The government has announced that the highest rises will be capped from next year in an attempt to take the sting out of ticket prices increasing above inflation. While average fares will still go up by 4.1% in January, the ability of train operators to increase individual fares will be limited to an extra 2% above inflation, rather than the current 5% – removing a power that has meant some commuters have had to pay almost 10% more for their season tickets in recent years.
The government will also insist on the introduction of season tickets for part-time workers, so that people who make the same journey three or four days a week can qualify for substantial discounts, and a pilot scheme will test the sale of all long-distance tickets; currently, many single train journeys cost almost as much as a return.
The fares and ticketing review published by Patrick McLoughlin, the transport secretary, will set out a code of conduct for train companies, to be overseen by the regulator, to ensure passengers know they are getting the best deal for their journey. Consumer groups have warned that many passengers fail to buy the best option from ticket machines.
The Campaign for Better Transport welcomed the fares curb but said there was "still a gaping hole", with no change on annual above-inflation fare increases. Stephen Joseph, the campaign's chief executive, said: "Whilst trials for things like part-time season tickets are very welcome, the biggest issue has always been annual above-inflation fare increases and there is no change of policy on this. This is bitter news for everyone who relies on the train to get to work."

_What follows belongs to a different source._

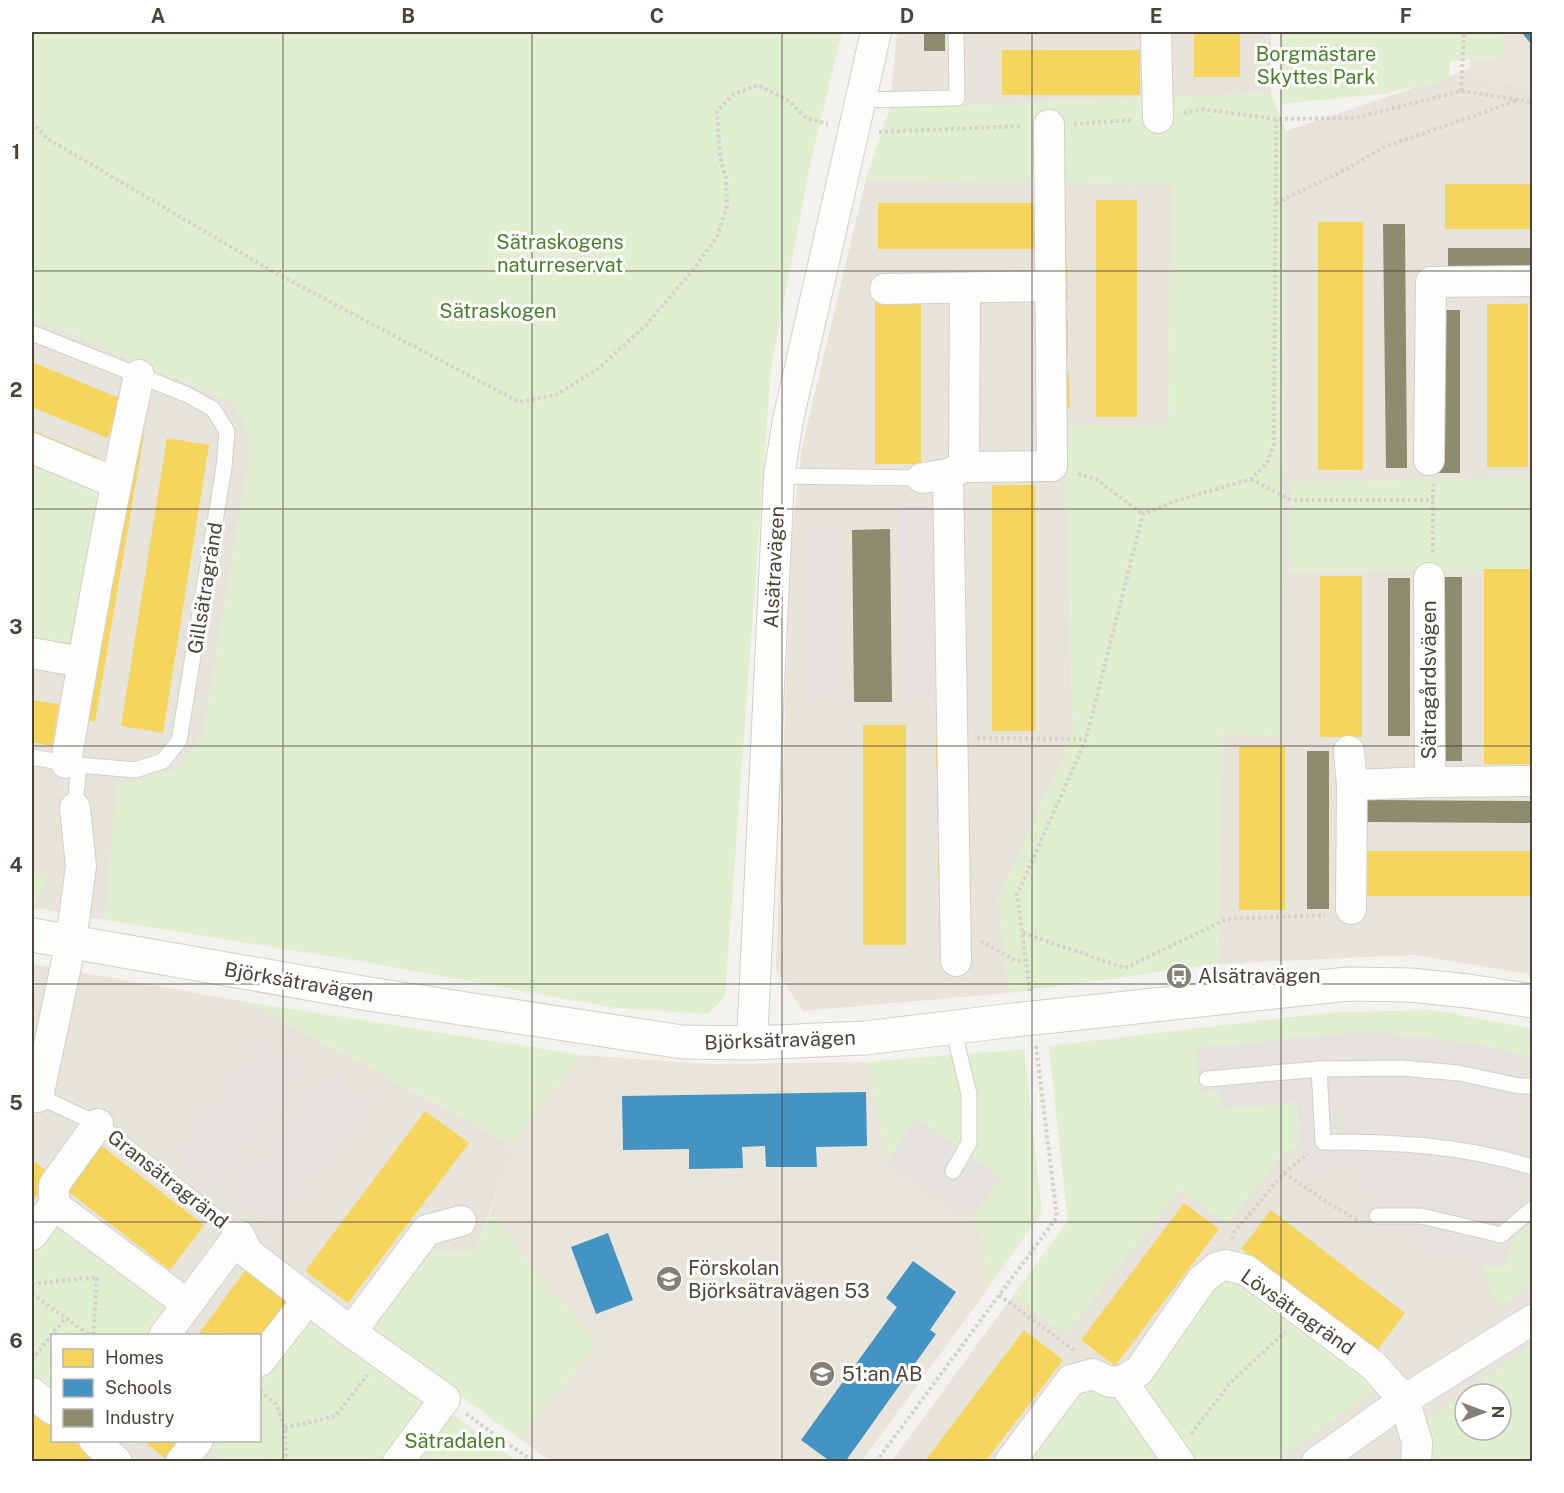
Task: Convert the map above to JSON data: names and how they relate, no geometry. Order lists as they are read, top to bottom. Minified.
{"streets":{"street":["Alsätravägen","Sätragårdsvägen","Björksätravägen","Gransätragränd","Lövsätragränd"],"lane":["Gillsätragränd"]},"crossings":[["Alsätravägen","Björksätravägen"],["Björksätravägen","Gransätragränd"]],"parks":["Borgmästare Skyttes Park","Sätraskogens naturreservat","Sätraskogen","Sätradalen"],"places":{"bus stop":["Alsätravägen"],"school or university":["Förskolan Björksätravägen 53","51:an AB"]},"legend":["Homes","Schools","Industry"],"north":"right","grid":{"columns":["A","B","C","D","E","F"],"rows":["1","2","3","4","5","6"]}}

Andrew Adonis, a former Labour transport secretary, said the cap was less tight than the one he had imposed in 2009-10, dismissing it as "too little too late".
Guardian Money editor Patrick Collinson shares his tips on how to cut the costs of your rail travel Link to video: How to cut the cost of your rail tickets
Bob Crow, leader of the RMT transport union, said: "This is a total con that will still leave the vast majority paying inflation-busting fares to pump up the profits of the private train operators.

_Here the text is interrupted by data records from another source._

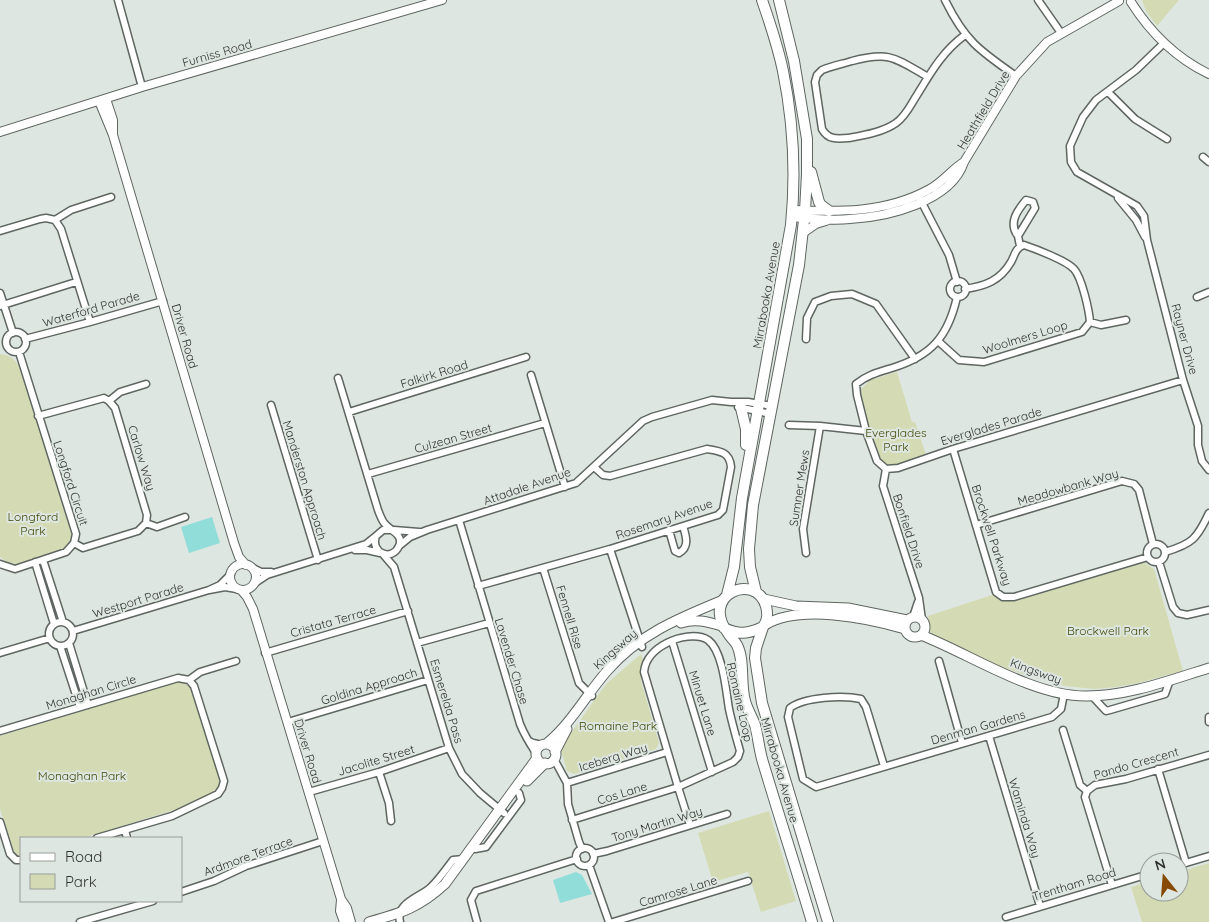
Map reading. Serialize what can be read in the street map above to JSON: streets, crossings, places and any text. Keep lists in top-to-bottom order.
{
  "streets": {
    "main road": ["Mirrabooka Avenue", "Kingsway"],
    "street": [
      "Furniss Road",
      "Heathfield Drive",
      "Waterford Parade",
      "Driver Road",
      "Woolmers Loop",
      "Rayner Drive",
      "Falkirk Road",
      "Everglades Parade",
      "Culzean Street",
      "Carlow Way",
      "Manderston Approach",
      "Longford Circuit",
      "Attadale Avenue",
      "Meadowbank Way",
      "Sumner Mews",
      "Rosemary Avenue",
      "Bonfield Drive",
      "Brockwell Parkway",
      "Westport Parade",
      "Fennell Rise",
      "Cristata Terrace",
      "Lavender Chase",
      "Goldina Approach",
      "Monaghan Circle",
      "Esmerelda Pass",
      "Romaine Loop",
      "Minuet Lane",
      "Denman Gardens",
      "Iceberg Way",
      "Jacolite Street",
      "Pando Crescent",
      "Cos Lane",
      "Waminda Way",
      "Tony Martin Way",
      "Ardmore Terrace",
      "Trentham Road",
      "Camrose Lane"
    ]
  },
  "crossings": [
    ["Furniss Road", "Driver Road"],
    ["Heathfield Drive", "Mirrabooka Avenue"],
    ["Mirrabooka Avenue", "Attadale Avenue"],
    ["Mirrabooka Avenue", "Kingsway"],
    ["Waterford Parade", "Driver Road"],
    ["Waterford Parade", "Longford Circuit"],
    ["Driver Road", "Westport Parade"],
    ["Driver Road", "Cristata Terrace"],
    ["Driver Road", "Goldina Approach"],
    ["Driver Road", "Jacolite Street"],
    ["Driver Road", "Ardmore Terrace"],
    ["Rayner Drive", "Everglades Parade"],
    ["Everglades Parade", "Bonfield Drive"],
    ["Everglades Parade", "Brockwell Parkway"],
    ["Attadale Avenue", "Rosemary Avenue"],
    ["Attadale Avenue", "Lavender Chase"],
    ["Attadale Avenue", "Esmerelda Pass"],
    ["Meadowbank Way", "Brockwell Parkway"],
    ["Rosemary Avenue", "Fennell Rise"],
    ["Rosemary Avenue", "Lavender Chase"],
    ["Bonfield Drive", "Kingsway"],
    ["Fennell Rise", "Kingsway"],
    ["Cristata Terrace", "Esmerelda Pass"],
    ["Kingsway", "Lavender Chase"],
    ["Kingsway", "Esmerelda Pass"],
    ["Kingsway", "Denman Gardens"],
    ["Goldina Approach", "Esmerelda Pass"],
    ["Esmerelda Pass", "Jacolite Street"],
    ["Romaine Loop", "Minuet Lane"],
    ["Romaine Loop", "Iceberg Way"],
    ["Romaine Loop", "Cos Lane"],
    ["Romaine Loop", "Tony Martin Way"],
    ["Denman Gardens", "Waminda Way"],
    ["Pando Crescent", "Trentham Road"],
    ["Waminda Way", "Trentham Road"]
  ],
  "parks": [
    "Everglades Park",
    "Longford Park",
    "Brockwell Park",
    "Romaine Park",
    "Monaghan Park"
  ],
  "legend": ["Road", "Park"],
  "north": "top"
}
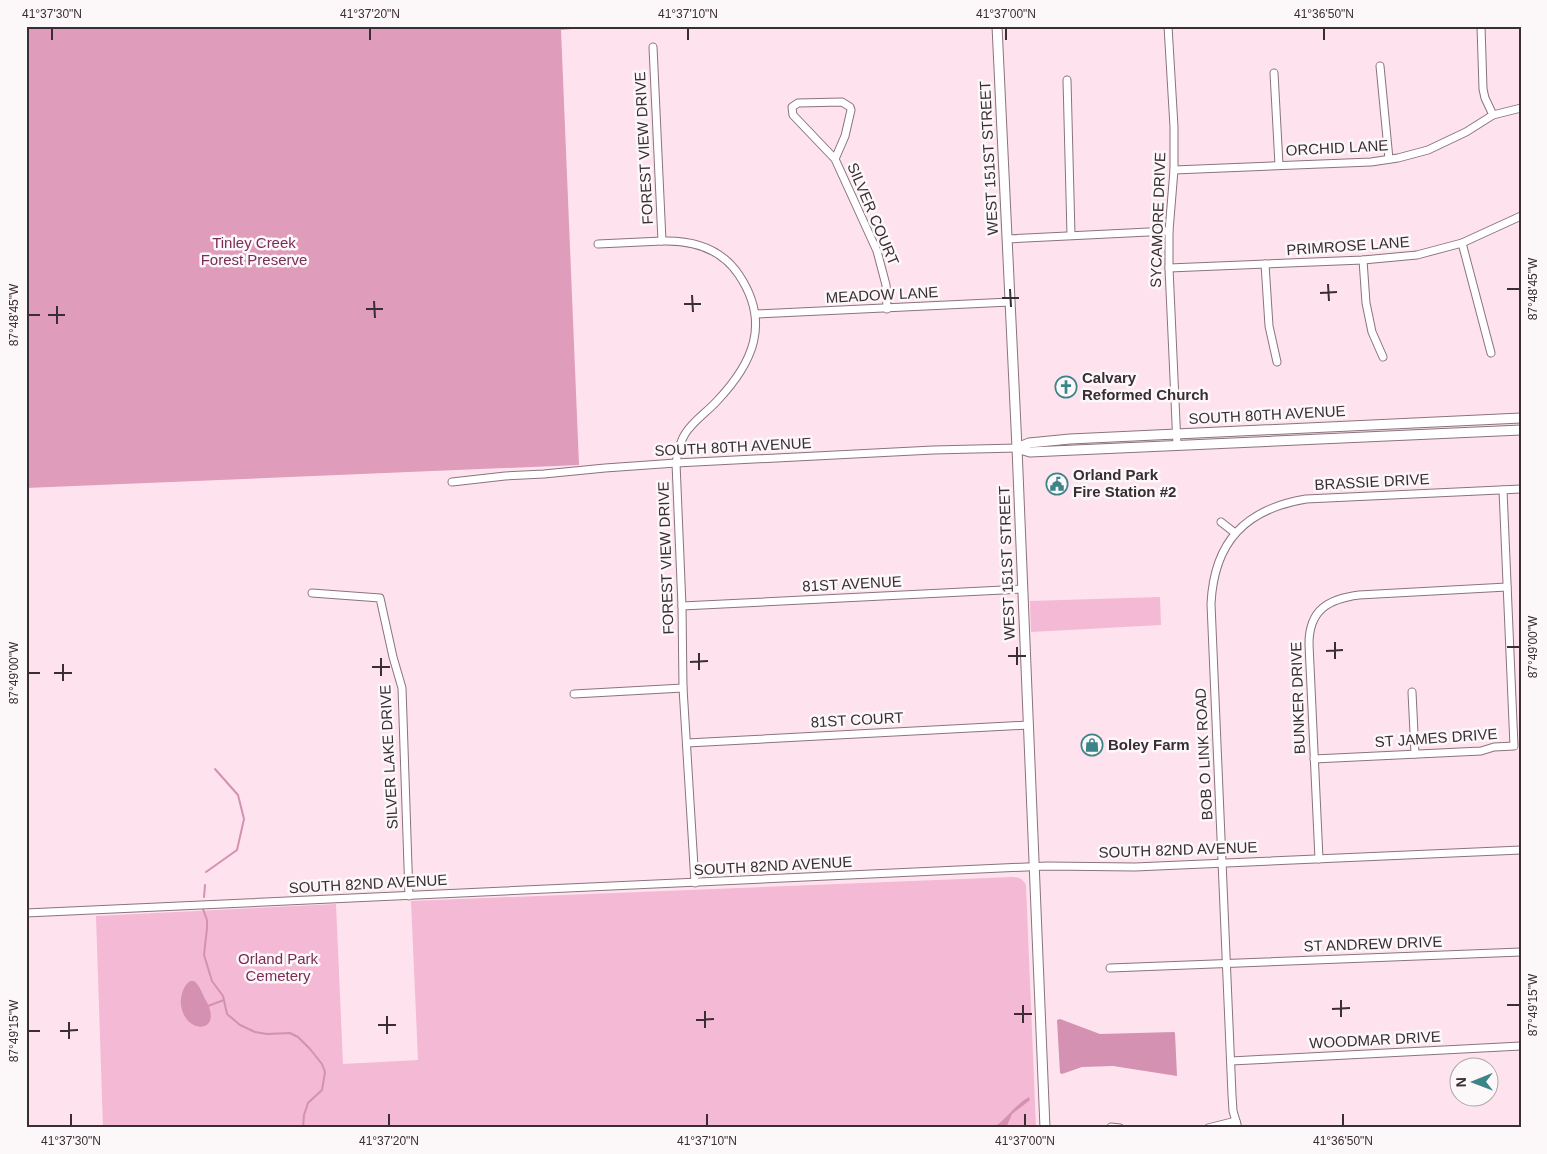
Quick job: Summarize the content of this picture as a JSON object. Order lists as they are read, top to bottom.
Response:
{
  "streets": {
    "street": [
      "FOREST VIEW DRIVE",
      "ORCHID LANE",
      "WEST 151ST STREET",
      "SILVER COURT",
      "SYCAMORE DRIVE",
      "PRIMROSE LANE",
      "MEADOW LANE",
      "SOUTH 80TH AVENUE",
      "BRASSIE DRIVE",
      "81ST AVENUE",
      "BUNKER DRIVE",
      "81ST COURT",
      "ST JAMES DRIVE",
      "BOB O LINK ROAD",
      "SILVER LAKE DRIVE",
      "SOUTH 82ND AVENUE",
      "ST ANDREW DRIVE",
      "WOODMAR DRIVE"
    ]
  },
  "crossings": [
    ["FOREST VIEW DRIVE", "MEADOW LANE"],
    ["FOREST VIEW DRIVE", "SOUTH 80TH AVENUE"],
    ["FOREST VIEW DRIVE", "81ST AVENUE"],
    ["FOREST VIEW DRIVE", "81ST COURT"],
    ["FOREST VIEW DRIVE", "SOUTH 82ND AVENUE"],
    ["ORCHID LANE", "SYCAMORE DRIVE"],
    ["WEST 151ST STREET", "MEADOW LANE"],
    ["WEST 151ST STREET", "SOUTH 80TH AVENUE"],
    ["WEST 151ST STREET", "81ST AVENUE"],
    ["WEST 151ST STREET", "81ST COURT"],
    ["WEST 151ST STREET", "SOUTH 82ND AVENUE"],
    ["SILVER COURT", "MEADOW LANE"],
    ["SYCAMORE DRIVE", "PRIMROSE LANE"],
    ["SYCAMORE DRIVE", "SOUTH 80TH AVENUE"],
    ["BRASSIE DRIVE", "ST JAMES DRIVE"],
    ["BRASSIE DRIVE", "BOB O LINK ROAD"],
    ["BUNKER DRIVE", "ST JAMES DRIVE"],
    ["BUNKER DRIVE", "SOUTH 82ND AVENUE"],
    ["BOB O LINK ROAD", "SOUTH 82ND AVENUE"],
    ["BOB O LINK ROAD", "ST ANDREW DRIVE"],
    ["BOB O LINK ROAD", "WOODMAR DRIVE"],
    ["SILVER LAKE DRIVE", "SOUTH 82ND AVENUE"]
  ],
  "parks": ["Tinley Creek Forest Preserve", "Orland Park Cemetery"],
  "places": {
    "church": ["Calvary Reformed Church"],
    "public building": ["Orland Park Fire Station #2"],
    "shop": ["Boley Farm"]
  },
  "north": "left",
  "coordinates": [
    "41°37'30\"N",
    "41°37'20\"N",
    "41°37'10\"N",
    "41°37'00\"N",
    "41°36'50\"N",
    "87°48'45\"W",
    "87°49'00\"W",
    "87°49'15\"W"
  ]
}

"For a few it will feel like having your wallet nicked with the mugger then handing you a few bob back to buy a pint. Nobody will be fooled by this political stunt."
The government will also start testing "shoulder" fares at either end of the rush hour in an attempt to push commuters on to quieter trains. However, it has ruled out matching increases for the busiest commuter trains because fears were raised of politically toxic "superpeak" fares.

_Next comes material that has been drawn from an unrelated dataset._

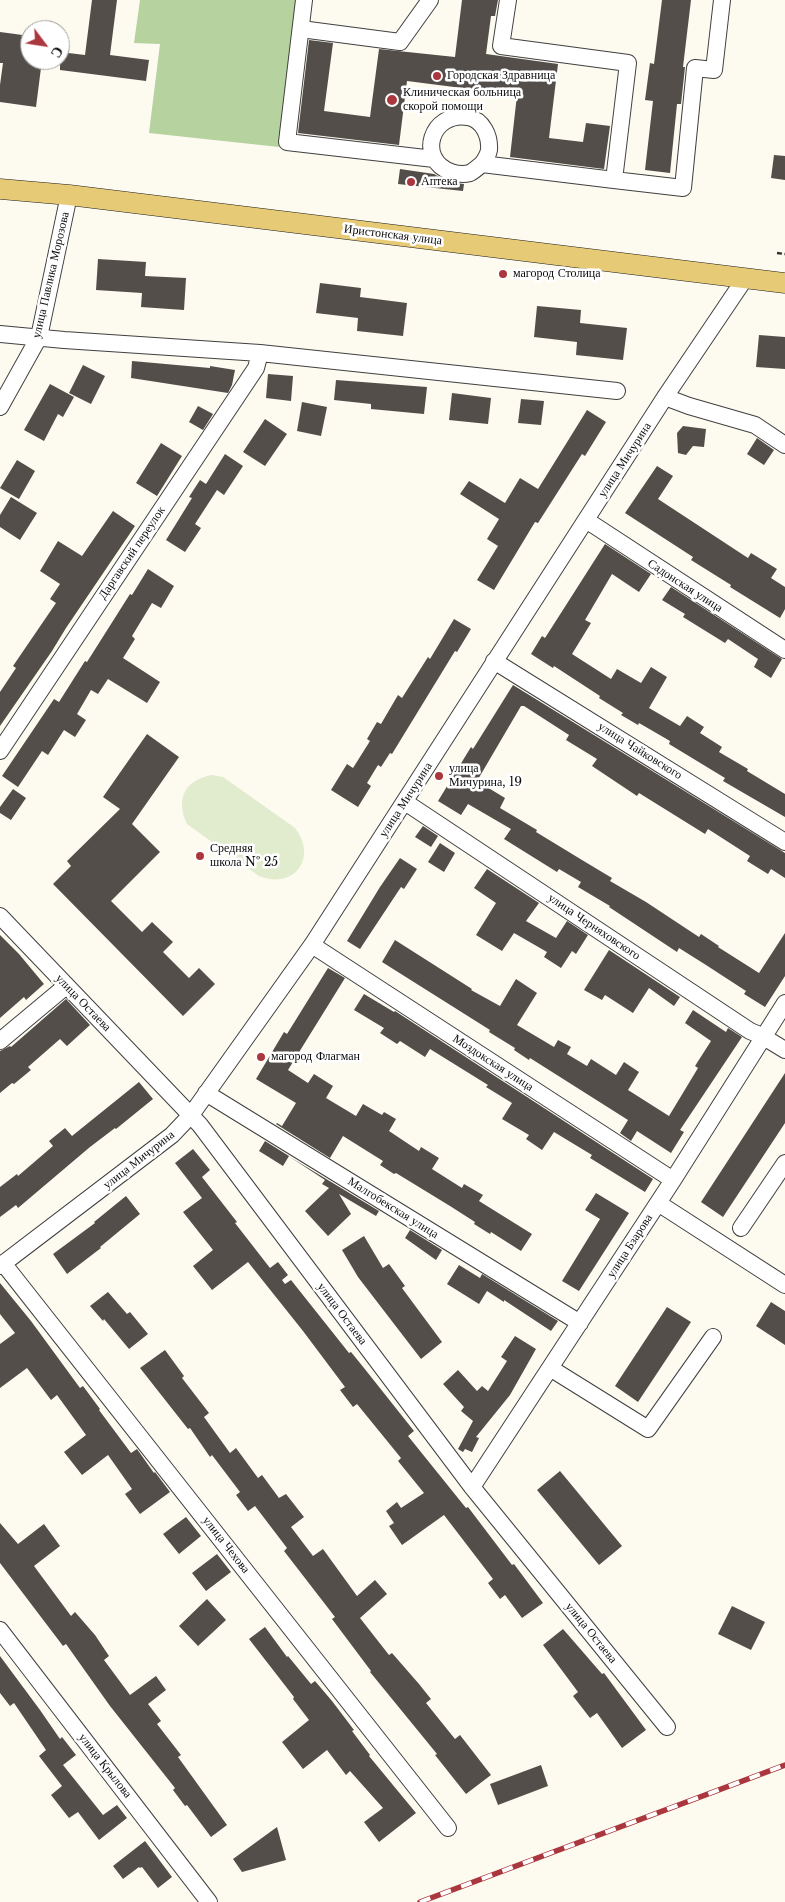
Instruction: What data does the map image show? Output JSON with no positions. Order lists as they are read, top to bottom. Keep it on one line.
{"streets":{"main road":["Иристонская улица"],"street":["улица Павлика Морозова","улица Мичурина","Даргавский переулок","Садонская улица","улица Чайковского","улица Черняховского","улица Остаева","Моздокская улица","Малгобекская улица","улица Бзарова","улица Чехова","улица Крылова"]},"crossings":[["Иристонская улица","улица Павлика Морозова"],["Иристонская улица","улица Мичурина"],["улица Мичурина","Садонская улица"],["улица Мичурина","улица Чайковского"],["улица Мичурина","улица Черняховского"],["улица Мичурина","улица Остаева"],["улица Мичурина","Моздокская улица"],["улица Мичурина","Малгобекская улица"],["улица Мичурина","улица Чехова"],["улица Черняховского","улица Бзарова"],["улица Остаева","улица Бзарова"],["Моздокская улица","улица Бзарова"],["Малгобекская улица","улица Бзарова"]],"places":["Городская Здравница","Клиническая больница скорой помощи","Аптека","магород Столица","улица Мичурина, 19","Средняя школа № 25","магород Флагман"],"north":"bottom right"}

The coalition is trying to package the fares announcement as part of a broader campaign to position the government as trying to keep down the cost of living for "hardworking people".
McLoughlin said: "We're taking this action because we know how hard-pressed rail users are. They have had to shoulder some of the cost for our essential rail modernisation programme – without which the network would soon grind to a halt.
"Yet most rail commuters do not have an alternative way of getting to work. So it's right that, as our economy recovers, we try and relieve some of the burden they bear."
McLoughlin said the government remained "as determined as ever to end the era of above-inflation fares". Regulated fares, set by the government – season tickets and off-peak return tickets – have risen by 1% above inflation for the past decade. However, the coalition, like Labour before it, has signalled it believes a greater proportion of the cost of rail travel should be borne by passengers. Taxpayer subsidies are running at around £4bn a year.
The Association of Train Operating Companies welcomed the announcement, saying: "Although the level of flex has always been a matter of government policy, the reduction being proposed is in line with that suggested by train companies and should help to encourage greater rail use."
Manuel Cortes, leader of the TSSA rail union, said: "There is no action whatsoever to actually end inflation-plus fare increases.
"McLoughlin is merely offering to hold passengers' coats while they keep getting mugged every year by the same set of spivs – the private rail firms."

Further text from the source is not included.